From the Department of Medicine (Cardiology), Wilf Family Cardiovascular Research Institute, Albert Einstein College of Medicine, Bronx, NY (C.G.-Q., M.C., A.B., P.K., D.-W.L., A.S., O.F., M.D., A.S., N.G.F.); and Department of Medicine, Baylor College of Medicine, Houston, TX (C.G.-Q., A.B., M.D., N.G.F.).
Circ Res. 2013 Dec 6;113(12):1331-44. doi: 10.1161/CIRCRESAHA.113.302593. Epub 2013 Sep 30.

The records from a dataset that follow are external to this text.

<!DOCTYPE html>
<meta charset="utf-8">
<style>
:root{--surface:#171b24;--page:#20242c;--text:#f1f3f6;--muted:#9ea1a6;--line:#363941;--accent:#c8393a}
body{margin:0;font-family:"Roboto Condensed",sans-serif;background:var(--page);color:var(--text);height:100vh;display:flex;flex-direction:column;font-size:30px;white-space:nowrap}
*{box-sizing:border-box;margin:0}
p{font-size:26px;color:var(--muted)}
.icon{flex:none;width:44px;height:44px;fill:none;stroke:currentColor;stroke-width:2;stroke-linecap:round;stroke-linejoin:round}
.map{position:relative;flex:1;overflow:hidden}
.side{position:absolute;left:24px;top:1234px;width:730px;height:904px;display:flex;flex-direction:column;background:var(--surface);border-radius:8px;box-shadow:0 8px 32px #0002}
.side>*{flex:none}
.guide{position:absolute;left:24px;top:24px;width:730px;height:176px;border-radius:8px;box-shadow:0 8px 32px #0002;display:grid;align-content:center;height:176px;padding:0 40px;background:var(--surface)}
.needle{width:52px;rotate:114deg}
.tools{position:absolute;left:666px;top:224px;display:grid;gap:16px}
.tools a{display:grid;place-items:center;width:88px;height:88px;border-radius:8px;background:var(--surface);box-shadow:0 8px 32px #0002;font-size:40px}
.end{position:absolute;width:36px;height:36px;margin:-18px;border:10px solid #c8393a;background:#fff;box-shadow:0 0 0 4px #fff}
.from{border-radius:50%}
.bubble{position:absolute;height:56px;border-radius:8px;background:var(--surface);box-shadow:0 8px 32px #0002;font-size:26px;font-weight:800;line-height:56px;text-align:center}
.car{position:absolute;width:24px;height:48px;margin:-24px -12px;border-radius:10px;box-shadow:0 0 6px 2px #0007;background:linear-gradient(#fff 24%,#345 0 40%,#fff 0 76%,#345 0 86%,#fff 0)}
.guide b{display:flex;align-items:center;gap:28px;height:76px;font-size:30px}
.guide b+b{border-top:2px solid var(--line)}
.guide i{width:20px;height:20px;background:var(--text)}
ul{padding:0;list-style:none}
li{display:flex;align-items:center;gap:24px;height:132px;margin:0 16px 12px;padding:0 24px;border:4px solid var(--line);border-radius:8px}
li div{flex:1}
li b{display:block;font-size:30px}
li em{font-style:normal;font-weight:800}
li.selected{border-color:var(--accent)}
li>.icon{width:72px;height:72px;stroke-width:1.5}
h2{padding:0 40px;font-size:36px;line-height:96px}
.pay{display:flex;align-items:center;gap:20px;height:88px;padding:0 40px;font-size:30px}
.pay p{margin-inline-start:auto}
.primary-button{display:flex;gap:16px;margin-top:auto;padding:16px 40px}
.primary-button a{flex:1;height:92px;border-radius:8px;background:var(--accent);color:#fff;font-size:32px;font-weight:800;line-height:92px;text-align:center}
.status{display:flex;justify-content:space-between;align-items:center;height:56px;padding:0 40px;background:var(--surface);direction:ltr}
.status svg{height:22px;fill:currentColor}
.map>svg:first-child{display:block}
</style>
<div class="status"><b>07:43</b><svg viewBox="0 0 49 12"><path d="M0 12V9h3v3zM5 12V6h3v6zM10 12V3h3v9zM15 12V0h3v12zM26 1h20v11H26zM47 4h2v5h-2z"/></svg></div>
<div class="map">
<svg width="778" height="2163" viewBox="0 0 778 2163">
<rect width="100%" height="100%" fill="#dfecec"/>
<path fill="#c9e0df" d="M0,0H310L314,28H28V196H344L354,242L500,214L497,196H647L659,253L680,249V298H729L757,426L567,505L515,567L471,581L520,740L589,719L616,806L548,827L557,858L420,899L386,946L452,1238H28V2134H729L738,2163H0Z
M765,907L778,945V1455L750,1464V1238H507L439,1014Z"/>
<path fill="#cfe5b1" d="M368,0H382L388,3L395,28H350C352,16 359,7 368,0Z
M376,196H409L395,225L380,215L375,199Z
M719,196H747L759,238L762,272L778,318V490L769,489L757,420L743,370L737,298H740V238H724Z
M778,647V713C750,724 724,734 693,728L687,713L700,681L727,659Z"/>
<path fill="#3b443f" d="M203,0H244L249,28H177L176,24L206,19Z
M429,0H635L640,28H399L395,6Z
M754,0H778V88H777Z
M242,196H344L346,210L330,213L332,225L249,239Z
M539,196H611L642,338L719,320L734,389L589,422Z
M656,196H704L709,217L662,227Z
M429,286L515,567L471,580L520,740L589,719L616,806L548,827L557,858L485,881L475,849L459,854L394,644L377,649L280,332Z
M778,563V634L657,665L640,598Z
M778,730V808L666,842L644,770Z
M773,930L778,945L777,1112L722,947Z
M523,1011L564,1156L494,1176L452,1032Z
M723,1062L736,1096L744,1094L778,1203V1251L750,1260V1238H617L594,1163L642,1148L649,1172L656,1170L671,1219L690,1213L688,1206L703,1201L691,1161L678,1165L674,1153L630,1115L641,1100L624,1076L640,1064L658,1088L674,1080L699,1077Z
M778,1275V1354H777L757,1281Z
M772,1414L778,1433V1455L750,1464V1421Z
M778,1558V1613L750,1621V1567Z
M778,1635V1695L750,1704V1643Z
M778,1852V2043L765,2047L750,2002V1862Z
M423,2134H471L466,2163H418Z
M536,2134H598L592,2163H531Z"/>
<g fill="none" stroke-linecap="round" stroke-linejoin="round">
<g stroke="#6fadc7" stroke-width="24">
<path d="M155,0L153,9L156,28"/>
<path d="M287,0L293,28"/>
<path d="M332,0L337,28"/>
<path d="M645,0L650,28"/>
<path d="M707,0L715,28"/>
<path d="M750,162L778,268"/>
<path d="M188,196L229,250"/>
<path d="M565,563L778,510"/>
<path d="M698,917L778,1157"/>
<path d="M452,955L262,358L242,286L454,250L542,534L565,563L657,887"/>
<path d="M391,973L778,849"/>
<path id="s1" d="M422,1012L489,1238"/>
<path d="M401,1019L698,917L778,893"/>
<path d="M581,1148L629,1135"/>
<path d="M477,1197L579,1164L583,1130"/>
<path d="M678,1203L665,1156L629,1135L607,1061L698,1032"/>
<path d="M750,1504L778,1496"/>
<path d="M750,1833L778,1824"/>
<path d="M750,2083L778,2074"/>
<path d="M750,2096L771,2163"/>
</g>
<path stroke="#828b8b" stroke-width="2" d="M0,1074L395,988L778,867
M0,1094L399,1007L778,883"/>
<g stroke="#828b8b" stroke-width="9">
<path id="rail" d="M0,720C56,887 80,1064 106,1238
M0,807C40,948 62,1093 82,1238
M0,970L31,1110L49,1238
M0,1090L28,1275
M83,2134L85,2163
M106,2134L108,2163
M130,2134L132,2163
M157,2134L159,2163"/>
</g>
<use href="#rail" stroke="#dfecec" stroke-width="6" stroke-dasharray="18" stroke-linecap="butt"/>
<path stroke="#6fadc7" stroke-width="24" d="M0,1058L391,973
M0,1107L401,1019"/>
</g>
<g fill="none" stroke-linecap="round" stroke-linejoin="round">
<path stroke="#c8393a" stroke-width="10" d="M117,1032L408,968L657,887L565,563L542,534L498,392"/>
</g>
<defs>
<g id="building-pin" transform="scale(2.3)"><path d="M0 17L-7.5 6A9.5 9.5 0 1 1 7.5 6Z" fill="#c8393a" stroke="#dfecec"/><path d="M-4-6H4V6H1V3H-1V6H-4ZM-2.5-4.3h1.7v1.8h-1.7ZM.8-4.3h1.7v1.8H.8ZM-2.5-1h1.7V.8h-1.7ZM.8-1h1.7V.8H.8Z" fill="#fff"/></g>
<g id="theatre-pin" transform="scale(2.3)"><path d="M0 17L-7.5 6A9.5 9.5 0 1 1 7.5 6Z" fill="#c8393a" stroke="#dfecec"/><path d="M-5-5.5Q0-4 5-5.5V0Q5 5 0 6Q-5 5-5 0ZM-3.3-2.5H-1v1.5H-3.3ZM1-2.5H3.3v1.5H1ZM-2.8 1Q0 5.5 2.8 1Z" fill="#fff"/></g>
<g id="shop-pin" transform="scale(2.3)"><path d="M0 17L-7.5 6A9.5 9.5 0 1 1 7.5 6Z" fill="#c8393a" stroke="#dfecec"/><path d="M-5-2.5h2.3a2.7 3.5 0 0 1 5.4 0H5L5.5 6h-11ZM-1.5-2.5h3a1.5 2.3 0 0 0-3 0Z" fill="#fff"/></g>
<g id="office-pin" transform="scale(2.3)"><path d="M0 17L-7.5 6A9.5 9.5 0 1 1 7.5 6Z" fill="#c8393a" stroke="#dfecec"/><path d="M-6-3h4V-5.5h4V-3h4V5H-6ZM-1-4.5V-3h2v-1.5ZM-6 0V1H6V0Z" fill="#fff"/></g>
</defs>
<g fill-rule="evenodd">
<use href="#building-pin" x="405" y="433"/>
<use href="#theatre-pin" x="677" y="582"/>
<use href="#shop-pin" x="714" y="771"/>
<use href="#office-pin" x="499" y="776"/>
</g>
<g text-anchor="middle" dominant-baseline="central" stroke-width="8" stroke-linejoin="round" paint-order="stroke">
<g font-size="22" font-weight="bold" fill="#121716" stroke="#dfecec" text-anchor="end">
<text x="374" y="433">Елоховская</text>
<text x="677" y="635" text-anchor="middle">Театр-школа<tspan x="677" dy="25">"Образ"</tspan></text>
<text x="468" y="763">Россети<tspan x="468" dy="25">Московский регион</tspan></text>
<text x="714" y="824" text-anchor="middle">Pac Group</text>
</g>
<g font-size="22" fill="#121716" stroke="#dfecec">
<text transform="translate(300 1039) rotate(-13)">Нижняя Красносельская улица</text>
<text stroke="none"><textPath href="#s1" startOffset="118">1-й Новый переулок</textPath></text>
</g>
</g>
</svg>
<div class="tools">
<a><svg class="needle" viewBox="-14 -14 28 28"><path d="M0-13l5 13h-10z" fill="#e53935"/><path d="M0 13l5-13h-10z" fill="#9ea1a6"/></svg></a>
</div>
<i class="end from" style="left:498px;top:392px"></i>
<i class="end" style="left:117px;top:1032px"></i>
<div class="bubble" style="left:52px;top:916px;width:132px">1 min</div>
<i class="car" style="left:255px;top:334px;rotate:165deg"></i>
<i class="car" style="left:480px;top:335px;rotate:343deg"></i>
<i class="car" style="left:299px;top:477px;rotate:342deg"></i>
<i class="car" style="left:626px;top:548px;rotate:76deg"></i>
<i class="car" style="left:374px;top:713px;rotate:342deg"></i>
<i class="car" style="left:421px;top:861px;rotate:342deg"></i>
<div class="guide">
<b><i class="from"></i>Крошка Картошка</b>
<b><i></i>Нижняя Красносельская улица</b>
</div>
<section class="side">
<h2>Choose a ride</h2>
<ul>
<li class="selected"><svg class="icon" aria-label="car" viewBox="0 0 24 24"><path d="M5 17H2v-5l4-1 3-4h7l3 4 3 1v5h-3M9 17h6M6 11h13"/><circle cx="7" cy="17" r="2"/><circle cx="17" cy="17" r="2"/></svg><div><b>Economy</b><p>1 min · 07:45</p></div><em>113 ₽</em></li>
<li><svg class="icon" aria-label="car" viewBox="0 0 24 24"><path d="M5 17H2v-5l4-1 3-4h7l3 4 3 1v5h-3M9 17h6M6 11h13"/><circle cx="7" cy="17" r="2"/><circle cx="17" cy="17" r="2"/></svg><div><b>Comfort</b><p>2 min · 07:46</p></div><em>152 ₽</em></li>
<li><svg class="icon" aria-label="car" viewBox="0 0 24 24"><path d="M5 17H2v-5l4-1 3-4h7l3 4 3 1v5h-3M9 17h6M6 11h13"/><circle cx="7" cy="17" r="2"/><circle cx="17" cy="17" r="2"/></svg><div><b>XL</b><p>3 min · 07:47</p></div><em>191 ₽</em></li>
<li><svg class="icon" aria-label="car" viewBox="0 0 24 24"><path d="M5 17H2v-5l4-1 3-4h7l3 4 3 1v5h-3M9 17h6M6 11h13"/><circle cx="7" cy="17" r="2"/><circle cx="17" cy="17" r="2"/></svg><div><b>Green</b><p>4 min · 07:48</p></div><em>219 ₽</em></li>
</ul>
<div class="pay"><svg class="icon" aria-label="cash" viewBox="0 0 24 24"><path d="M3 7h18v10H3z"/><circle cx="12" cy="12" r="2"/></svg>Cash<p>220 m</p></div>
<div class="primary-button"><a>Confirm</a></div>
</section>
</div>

Diabetes mellitus is associated with cardiac fibrosis. Matricellular proteins are induced in fibrotic conditions and modulate fibrogenic and angiogenic responses by regulating growth factor signaling.
Our aim was to test the hypothesis that the prototypical matricellular protein thrombospondin (TSP)-1, a potent angiostatic molecule and crucial activator of transforming growth factor-β, may play a key role in remodeling of the diabetic heart.
Obese diabetic db/db mice exhibited marked myocardial TSP-1 upregulation in the interstitial and perivascular space. To study the role of TSP-1 in remodeling of the diabetic heart, we generated and characterized db/db TSP-1(-/-) (dbTSP) mice. TSP-1 disruption did not significantly affect weight gain and metabolic function in db/db animals. When compared with db/db animals, dbTSP mice had increased left ventricular dilation associated with mild nonprogressive systolic dysfunction. Chamber dilation in dbTSP mice was associated with decreased myocardial collagen content and accentuated matrix metalloproteinase-2 and -9 activity. TSP-1 disruption did not affect inflammatory gene expression and activation of transforming growth factor-β/small mothers against decapendaplegic signaling in the db/db myocardium. In cardiac fibroblasts populating collagen pads, TSP-1 incorporation into the matrix did not activate transforming growth factor-β responses, but inhibited leptin-induced matrix metalloproteinase-2 activation. TSP-1 disruption abrogated age-associated capillary rarefaction in db/db mice, attenuating myocardial upregulation of angiopoietin-2, a mediator that induces vascular regression. In vitro, TSP-1 stimulation increased macrophage, but not endothelial cell, angiopoietin-2 synthesis.
TSP-1 upregulation in the diabetic heart prevents chamber dilation by exerting matrix-preserving actions on cardiac fibroblasts and mediates capillary rarefaction through effects that may involve angiopoietin-2 upregulation.
糖尿病与心脏纤维化有关。细胞外基质蛋白在纤维化条件下被诱导,并通过调节生长因子信号来调节纤维生成和血管生成反应。
我们的目的是检验这样一个假设,即典型的细胞外基质蛋白血小板反应蛋白-1(TSP-1),一种有效的血管生成抑制分子和转化生长因子-β的关键激活剂,可能在糖尿病心脏重构中发挥关键作用。
肥胖型糖尿病 db/db 小鼠的心肌间质和血管周围 TSP-1 表达显著上调。为了研究 TSP-1 在糖尿病心脏重构中的作用,我们构建并鉴定了 db/db TSP-1(-/-)(dbTSP)小鼠。TSP-1 缺失对 db/db 动物的体重增加和代谢功能没有显著影响。与 db/db 动物相比,dbTSP 小鼠的左心室扩张更为明显,且伴有轻度非进行性收缩功能障碍。dbTSP 小鼠的心室扩张与心肌胶原含量减少和基质金属蛋白酶-2 和 -9 活性增强有关。TSP-1 缺失不影响炎症基因表达和转化生长因子-β/小 mothers against decapendaplegic 信号在 db/db 心肌中的激活。在填充胶原垫的心脏成纤维细胞中,TSP-1 整合到基质中不会激活转化生长因子-β 反应,但会抑制瘦素诱导的基质金属蛋白酶-2 激活。TSP-1 缺失消除了 db/db 小鼠年龄相关的毛细血管稀疏,从而减弱了心肌中血管生成素-2 的上调,血管生成素-2 是一种诱导血管退化的介质。在体外,TSP-1 刺激增加了巨噬细胞而不是内皮细胞的血管生成素-2 合成。
糖尿病心脏中 TSP-1 的上调通过对心脏成纤维细胞发挥基质保护作用来防止心室扩张,并通过可能涉及血管生成素-2 上调的作用来介导毛细血管稀疏。